Debt crunch, project cuts loom in Loudoun

Loudoun County officials are considering scaling back planned construction projects over the next five years to keep from hitting the county’s borrowing limits.

The Department of Management and Financial Services projects that about $380 million will have to be cut from the county’s capital improvement plan from fiscal 2011 through fiscal 2014 to keep debt service within county-imposed guidelines. The new debt issued during the four years is projected at about $970 million, while the county’s goal is to issue no more than $200 million of debt each year.

“Some of those projects are going to have to come off the [five-year] plan,” said Supervisor Eugene Delgaudio, R-Sterling. The Board of Supervisors has not decided which projects would be cut.

Debt service is one factor credit-rating companies such as Standard & Poor’s and Moody’s use to determine counties’ bond ratings — the higher the bond rating, the lower the interest rate the county must pay on its debt.

The county’s highly coveted AAA rating was key to securing a low interest rate on $168 million in bonds issued in March, said county debt manager Suzanne Lane. Those bonds will provide $132.6 million for public school projects, including two new high schools, and more than $18.9 million for public safety projects, including two new sheriff substations and three fire and rescue stations.

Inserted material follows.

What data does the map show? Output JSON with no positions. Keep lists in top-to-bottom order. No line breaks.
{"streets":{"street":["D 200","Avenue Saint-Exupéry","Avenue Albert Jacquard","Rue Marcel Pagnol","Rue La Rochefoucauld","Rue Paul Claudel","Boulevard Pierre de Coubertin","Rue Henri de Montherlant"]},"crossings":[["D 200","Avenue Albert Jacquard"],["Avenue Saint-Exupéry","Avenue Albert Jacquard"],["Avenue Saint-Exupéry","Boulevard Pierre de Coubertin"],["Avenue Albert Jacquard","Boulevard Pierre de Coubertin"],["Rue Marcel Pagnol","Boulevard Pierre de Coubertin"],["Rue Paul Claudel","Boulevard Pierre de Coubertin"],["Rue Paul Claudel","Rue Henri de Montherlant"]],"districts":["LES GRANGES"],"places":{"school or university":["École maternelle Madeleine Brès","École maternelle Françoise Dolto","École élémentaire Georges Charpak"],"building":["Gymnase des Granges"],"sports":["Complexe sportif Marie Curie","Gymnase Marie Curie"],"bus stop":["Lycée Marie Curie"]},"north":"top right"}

She estimated that the AAA rating saved the county $4 million versus a lower AA rating, and $20 million versus an A rating.

Despite the county’s high rating, the credit-rating agencies are concerned with Loudoun’s debt-service levels, said Mark Adams, the county management and financial services director. Factors that determine the ratings include the county’s fiscal policies, economic development prospects and managers.

Board of Supervisors Vice Chairwoman Susan Buckley, D-Sugarland Run, was also concerned.

“My impression … is that this is a very serious matter,” she said.

Jim Burton, I-Blue Ridge, said the finance committee also was watching the debt situation, but added that he was less concerned about specific ratios than others. He said that the ratio of debt service to expenditures, for example, is misleading, because the county cut spending during its recent budget season.